MATERIAL FOR THE TASK:
====

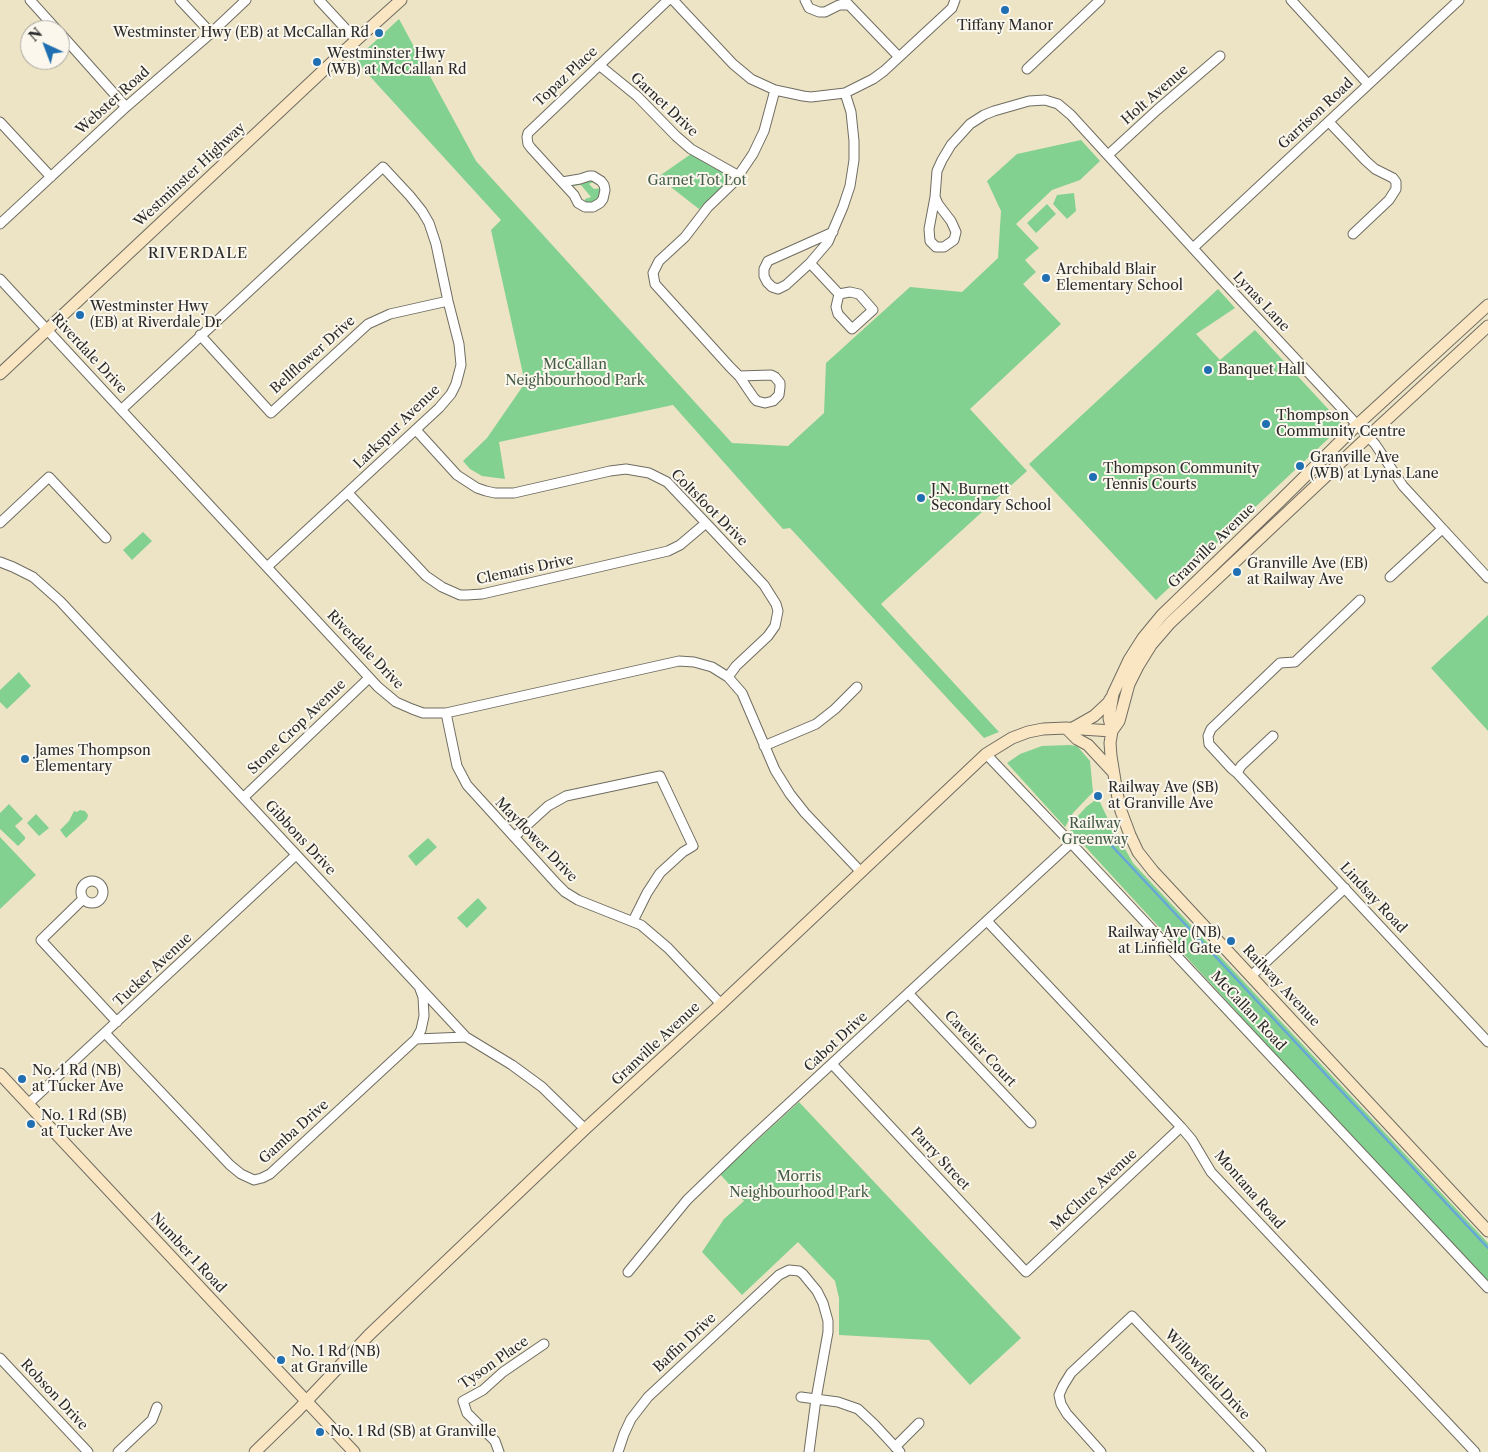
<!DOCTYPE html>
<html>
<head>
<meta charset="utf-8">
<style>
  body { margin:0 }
  #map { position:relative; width:1488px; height:1452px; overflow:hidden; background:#ede4c6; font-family:"Libre Caslon Text",serif }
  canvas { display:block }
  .north { position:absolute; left:20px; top:20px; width:50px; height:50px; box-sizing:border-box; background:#fbf7ec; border:1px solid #a8a59f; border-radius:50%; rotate:317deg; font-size:14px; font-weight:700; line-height:20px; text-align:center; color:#2b2b2b }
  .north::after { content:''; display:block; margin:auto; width:18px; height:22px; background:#1f6fb2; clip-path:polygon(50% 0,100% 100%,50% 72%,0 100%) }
</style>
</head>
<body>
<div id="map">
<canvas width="1488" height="1452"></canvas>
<div class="north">N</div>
</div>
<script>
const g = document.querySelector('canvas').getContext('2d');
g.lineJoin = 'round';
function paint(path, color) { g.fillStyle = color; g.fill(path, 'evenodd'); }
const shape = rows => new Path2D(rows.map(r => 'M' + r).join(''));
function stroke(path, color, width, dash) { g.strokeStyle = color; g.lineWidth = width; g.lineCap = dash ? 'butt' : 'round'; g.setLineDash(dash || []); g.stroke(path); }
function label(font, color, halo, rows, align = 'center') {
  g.font = font + ' "Libre Caslon Text",serif'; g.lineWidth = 4; g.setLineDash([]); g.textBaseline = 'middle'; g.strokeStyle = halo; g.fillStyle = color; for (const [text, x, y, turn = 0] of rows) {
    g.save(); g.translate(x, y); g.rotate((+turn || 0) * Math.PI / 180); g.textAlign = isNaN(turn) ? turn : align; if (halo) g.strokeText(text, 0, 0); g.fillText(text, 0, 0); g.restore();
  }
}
paint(shape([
  [399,19,476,161,732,443,788,446,824,413,826,363,910,287,962,292,998,258,1001,211,987,181,1017,154,1081,140,1100,161,1080,180,1052,190,1016,224,1039,248,1025,260,1036,272,1023,284,1061,324,970,409,1027,471,881,604,999,732,984,738,790,528,783,529,673,405,499,442,505,479,482,476,470,469,463,461,487,438,525,383,491,230,501,220,355,60],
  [691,154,722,172,728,179,727,183,699,209,658,177],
  [590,180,596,181,589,184,594,189,602,188,599,200,589,204,585,202,585,199,591,197,581,185,573,186,573,185],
  [1074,193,1076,211,1067,219,1053,204,1057,195],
  [1047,204,1056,214,1036,233,1027,223],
  [1218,289,1235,308,1196,334,1220,360,1255,330,1343,425,1156,600,1029,464],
  [143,532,152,541,132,560,123,550],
  [1488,615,1488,731,1431,668],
  [19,672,31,686,7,709,0,702,0,690],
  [1069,745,1077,746,1090,761,1093,792,1073,813,1065,827,1007,763,1020,754,1042,746],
  [1098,798,1107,817,1133,863,1488,1243,1488,1286,1070,830,1077,817,1086,807],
  [9,804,23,819,15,826,25,837,25,839,18,846,0,829,0,813],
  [80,810,85,811,88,815,87,819,66,838,60,830,69,821,74,811,77,812],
  [36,814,49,828,39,836,27,823],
  [0,837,36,875,0,909],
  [428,838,437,847,416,866,408,856],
  [478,898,487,908,467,928,457,918],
  [799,1102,1021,1338,970,1385,929,1340,839,1335,839,1298,835,1281,798,1242,742,1295,702,1252,724,1219,744,1201,720,1174]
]), '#83d190');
stroke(shape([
  [1112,846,1488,1248]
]), '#67a6d9', 2.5);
const street = shape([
  [30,0,57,30],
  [180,0,211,33],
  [319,0,356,40],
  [673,0,733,64,751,79,775,90,803,96,811,97,845,93,873,79,884,71,952,8,955,0],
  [805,0,809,8,819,12,825,12,839,5,849,5,844,0],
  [1291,0,1368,84],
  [849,5,899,57],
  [60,33,126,107],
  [599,65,637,96,676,136,691,149,739,176],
  [1027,69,1100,0],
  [0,122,51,177],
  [1329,122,1366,161,1375,169,1393,178,1396,182,1396,189,1389,200,1353,234],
  [1108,155,1157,110,1220,56],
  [562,182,580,179,589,176,593,176,601,181,604,185,605,190,603,199,600,203,593,207,585,207,578,203,574,195,562,182,531,148,528,144,527,137,528,133,668,0],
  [935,197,938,204,951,221,956,232,954,240,944,247,936,247,930,241,929,229,935,197,937,171,942,160,951,145,970,124,984,115,994,111,1029,101,1045,100,1058,104,1071,115,1222,280,1375,444,1403,486,1488,578],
  [0,224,126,107,211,33,246,0],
  [1193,248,1459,0],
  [810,263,786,285,778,289,772,287,767,282,764,276,764,269,768,261,833,232],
  [0,279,378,687,396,702,412,709,423,713,446,713,679,661,694,662,712,667,728,677,742,693,775,770,790,794,805,813,861,872],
  [850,292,859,294,873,310,852,329,838,314,836,307,839,294,850,292],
  [839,294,810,263,828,242,843,207,850,186,854,160,854,141,851,112,845,93],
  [200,335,271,413,368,324,390,314,448,301],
  [739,376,771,375,775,377,780,383,780,387,779,395,773,401,765,403,757,401,754,398,739,376,730,367,655,284,653,273,659,261,685,237,708,207,734,182,753,154,764,131,775,90],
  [122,409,383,167,410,196,422,211,429,223,436,244,448,301,459,344,461,365,456,384,451,394,439,408,267,567],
  [416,430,457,475,477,488,486,491,495,493,514,493,610,471,626,469,649,473,667,482,706,523,764,585,776,604,778,611,775,626,768,636,736,666,728,677],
  [348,493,426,576,442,587,460,595,467,595,482,594,668,551,680,545,706,523],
  [0,523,49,477,106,538],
  [0,562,13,567,33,577,60,601,466,1037,512,1065,542,1087,585,1129],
  [1390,577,1442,529],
  [1360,600,1295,662,1280,663,1211,729,1208,736,1209,744,1232,769,1237,773,1488,1042],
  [446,713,457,766,467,785,556,883,565,892,578,900,641,925,668,948,721,1004],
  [764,746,816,724,835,709,857,687],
  [986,754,1071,843,1488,1288],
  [1237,773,1241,766,1273,736],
  [244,797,369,678],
  [514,837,548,806,566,796,660,776,693,846,683,852,660,873,647,893,633,921],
  '81 892a11 11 0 1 1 22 0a11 11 0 1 1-22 0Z',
  [83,899,41,940,117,1022],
  [987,921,1181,1127,1192,1140,1211,1172,1475,1452],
  [1251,976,1345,888],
  [909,994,1031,1123],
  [105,1033,230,1165,241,1174,254,1180,262,1178,270,1174,416,1039,466,1037],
  [416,1039,421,1030,424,1016,423,997,420,989],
  [832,1064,1026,1272,1181,1127],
  [28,1104,296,855],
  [628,1272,687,1200,748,1141,1071,843],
  [0,1358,88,1452],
  [801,1397,838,1402,858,1409,874,1424,900,1452],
  [895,1447,919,1423],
  [118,1452,152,1420,157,1407],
  [499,1452,495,1441,467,1413,463,1401,483,1390,503,1372,544,1344],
  [618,1452,624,1434,631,1419,648,1397,779,1275,789,1270,799,1271,803,1274,817,1291,823,1303,828,1321,828,1332,816,1399,809,1452],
  [1101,1452,1067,1414,1061,1404,1059,1395,1063,1386,1071,1373,1132,1316,1261,1452]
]);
const secondary = shape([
  [1488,305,1357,425,1280,501,1162,615,1143,638,1129,660,1113,694,1109,718,1112,731,1110,743,1111,756,1117,793,1121,811,1130,835,1138,852,1153,871,1488,1231],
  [0,374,342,53,401,0],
  [1066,728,1077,739,1088,745,1113,772],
  [1073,728,1094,716,1108,703,1111,698],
  [1112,731,1119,721,1129,684,1138,666,1151,645,1170,623,1358,446,1488,326],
  [0,1074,354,1452],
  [255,1452,298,1410,369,1335,585,1129,721,1004,986,754,1012,738,1028,732,1043,729,1066,728,1112,731]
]);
stroke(street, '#6f6c61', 11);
stroke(secondary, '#6f6c61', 13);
stroke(street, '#fff', 9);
stroke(secondary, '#fbe6c3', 11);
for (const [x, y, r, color] of [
  [1005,10,5,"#1f6fb2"],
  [379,33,5,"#1f6fb2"],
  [317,62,5,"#1f6fb2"],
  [1046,278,5,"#1f6fb2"],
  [80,315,5,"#1f6fb2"],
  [1208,370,5,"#1f6fb2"],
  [1266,424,5,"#1f6fb2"],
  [1300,466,5,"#1f6fb2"],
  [1093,477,5,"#1f6fb2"],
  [921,498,5,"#1f6fb2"],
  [1237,572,5,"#1f6fb2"],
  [25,759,5,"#1f6fb2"],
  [1098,796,5,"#1f6fb2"],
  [1231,941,5,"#1f6fb2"],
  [22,1079,5,"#1f6fb2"],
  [31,1124,5,"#1f6fb2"],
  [281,1360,5,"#1f6fb2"],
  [320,1432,5,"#1f6fb2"]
]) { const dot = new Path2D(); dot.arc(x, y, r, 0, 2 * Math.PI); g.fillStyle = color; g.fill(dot); stroke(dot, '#fbf7ec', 2); }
label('14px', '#2b2b2b', '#fbf7ec', [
  ["Tiffany Manor",1005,26,"center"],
  ["Westminster Hwy (EB) at McCallan Rd",369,33,"right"],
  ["Westminster Hwy",327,54],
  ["(WB) at McCallan Rd",327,70],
  ["Archibald Blair",1056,270],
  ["Elementary School",1056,286],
  ["Westminster Hwy",90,307],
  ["(EB) at Riverdale Dr",90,323],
  ["Banquet Hall",1218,370],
  ["Thompson",1276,416],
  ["Community Centre",1276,432],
  ["Granville Ave",1310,458],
  ["(WB) at Lynas Lane",1310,474],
  ["Thompson Community",1103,469],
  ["Tennis Courts",1103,485],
  ["J.N. Burnett",931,490],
  ["Secondary School",931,506],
  ["Granville Ave (EB)",1247,564],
  ["at Railway Ave",1247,580],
  ["James Thompson",35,751],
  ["Elementary",35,767],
  ["Railway Ave (SB)",1108,788],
  ["at Granville Ave",1108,804],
  ["Railway Ave (NB)",1221,933,"right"],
  ["at Linfield Gate",1221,949,"right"],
  ["No. 1 Rd (NB)",32,1071],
  ["at Tucker Ave",32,1087],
  ["No. 1 Rd (SB)",41,1116],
  ["at Tucker Ave",41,1132],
  ["No. 1 Rd (NB)",291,1352],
  ["at Granville",291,1368],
  ["No. 1 Rd (SB) at Granville",330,1432]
], 'left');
label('14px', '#2b2b2b', '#fbf7ec', [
  ["Topaz Place",566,77,-43],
  ["Holt Avenue",1155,95,-41],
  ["Webster Road",113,101,-42],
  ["Garnet Drive",664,105,43],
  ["Garrison Road",1316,114,-43],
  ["Westminster Highway",190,175,-43],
  ["Lynas Lane",1261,302,47],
  ["Riverdale Drive",89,354,47],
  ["Bellflower Drive",313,355,-42],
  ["Larkspur Avenue",397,427,-44],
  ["Coltsfoot Drive",709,508,45],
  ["Granville Avenue",1212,546,-44],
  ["Clematis Drive",525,570,-12],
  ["Riverdale Drive",365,650,46],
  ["Stone Crop Avenue",297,727,-44],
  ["Gibbons Drive",300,838,47],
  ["Mayflower Drive",536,840,46],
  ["Lindsay Road",1373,898,47],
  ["Tucker Avenue",153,970,-43],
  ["Railway Avenue",1281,986,47],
  ["McCallan Road",1248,1011,47],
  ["Cabot Drive",836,1042,-43],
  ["Granville Avenue",656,1044,-43],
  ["Cavelier Court",980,1049,47],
  ["Gamba Drive",294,1132,-42],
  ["Parry Street",940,1159,47],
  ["McClure Avenue",1094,1190,-43],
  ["Montana Road",1249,1190,49],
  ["Number 1 Road",188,1253,47],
  ["Baffin Drive",685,1343,-43],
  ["Tyson Place",494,1363,-35],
  ["Willowfield Drive",1207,1375,47],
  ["Robson Drive",54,1395,47]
]);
label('14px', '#455d49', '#fbf7ec', [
  ["Garnet Tot Lot",697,181],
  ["McCallan",575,365],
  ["Neighbourhood Park",575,381],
  ["Railway",1095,824],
  ["Greenway",1095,840],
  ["Morris",799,1177],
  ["Neighbourhood Park",799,1193]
]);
g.letterSpacing = '1px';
label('15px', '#2b2b2b', '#fbf7ec', [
  ["RIVERDALE",198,254]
]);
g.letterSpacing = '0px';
</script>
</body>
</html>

====

WHAT YOU SHOULD DO:
Where a line of the records has the string "canvas", return that line.

ANSWER SPACE:
  canvas { display:block }
<canvas width="1488" height="1452"></canvas>
const g = document.querySelector('canvas').getContext('2d');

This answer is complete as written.